» Action item
Go through the data below and copy each line that includes "שדרות".

Stored data entries
......
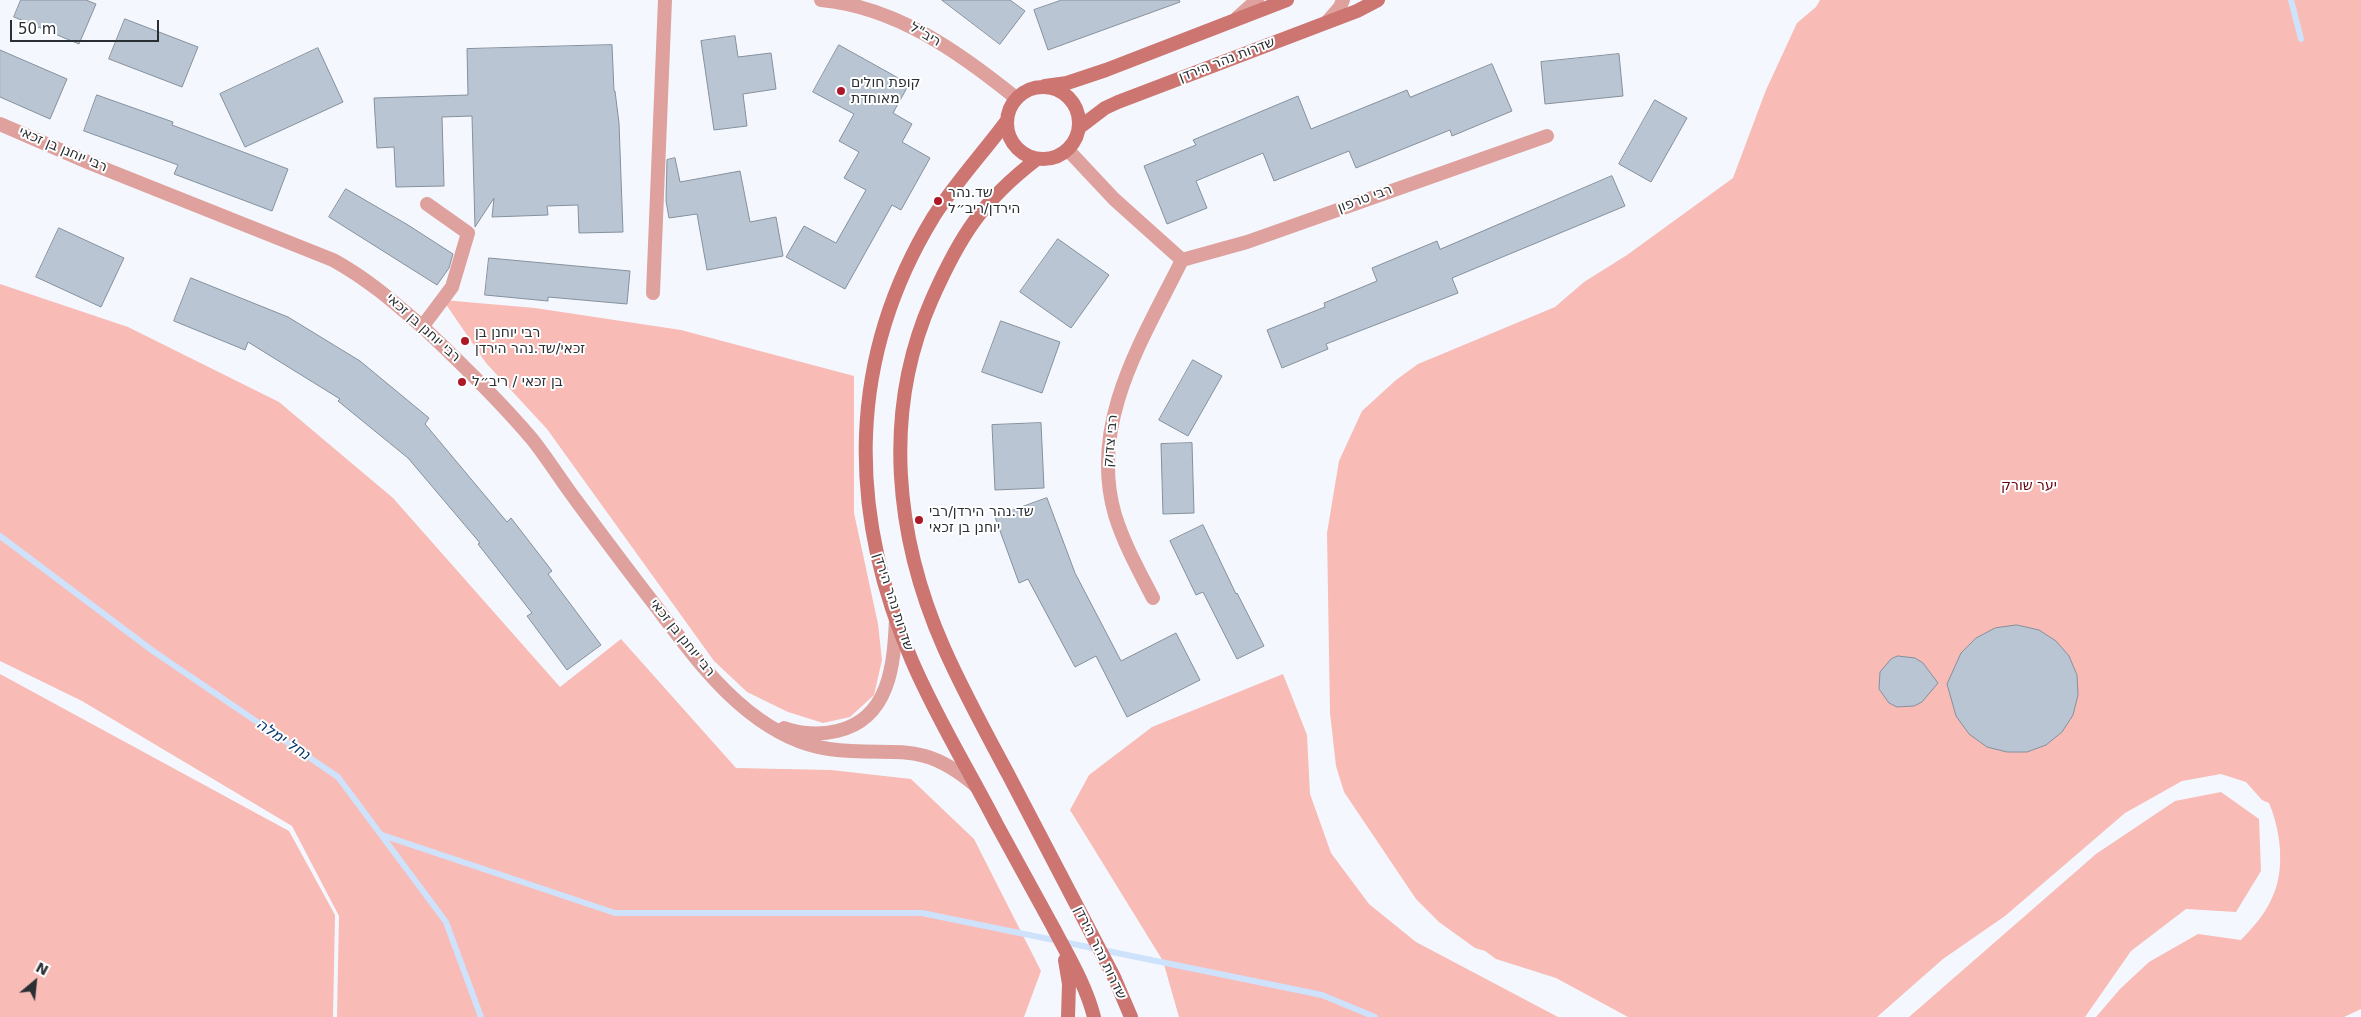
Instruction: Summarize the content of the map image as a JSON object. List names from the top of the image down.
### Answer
{
  "streets": {
    "main road": ["שדרות נהר הירדן"],
    "street": [
      "ריב\"ל",
      "רבי יוחנן בן זכאי",
      "רבי טרפון",
      "רבי צדוק"
    ]
  },
  "crossings": [
    ["ריב\"ל", "שדרות נהר הירדן"],
    ["שדרות נהר הירדן", "רבי יוחנן בן זכאי"],
    ["רבי טרפון", "רבי צדוק"]
  ],
  "water": ["נחל ימלה"],
  "parks": ["יער שורק"],
  "places": [
    "קופת חולים מאוחדת",
    "שד.נהר הירדן/ריב״ל",
    "רבי יוחנן בן זכאי/שד.נהר הירדן",
    "בן זכאי / ריב״ל",
    "שד.נהר הירדן/רבי יוחנן בן זכאי"
  ],
  "scale_bar": "50 m",
  "north": "top right"
}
......
» Response to the exercise
    "main road": ["שדרות נהר הירדן"],
    ["ריב\"ל", "שדרות נהר הירדן"],
    ["שדרות נהר הירדן", "רבי יוחנן בן זכאי"],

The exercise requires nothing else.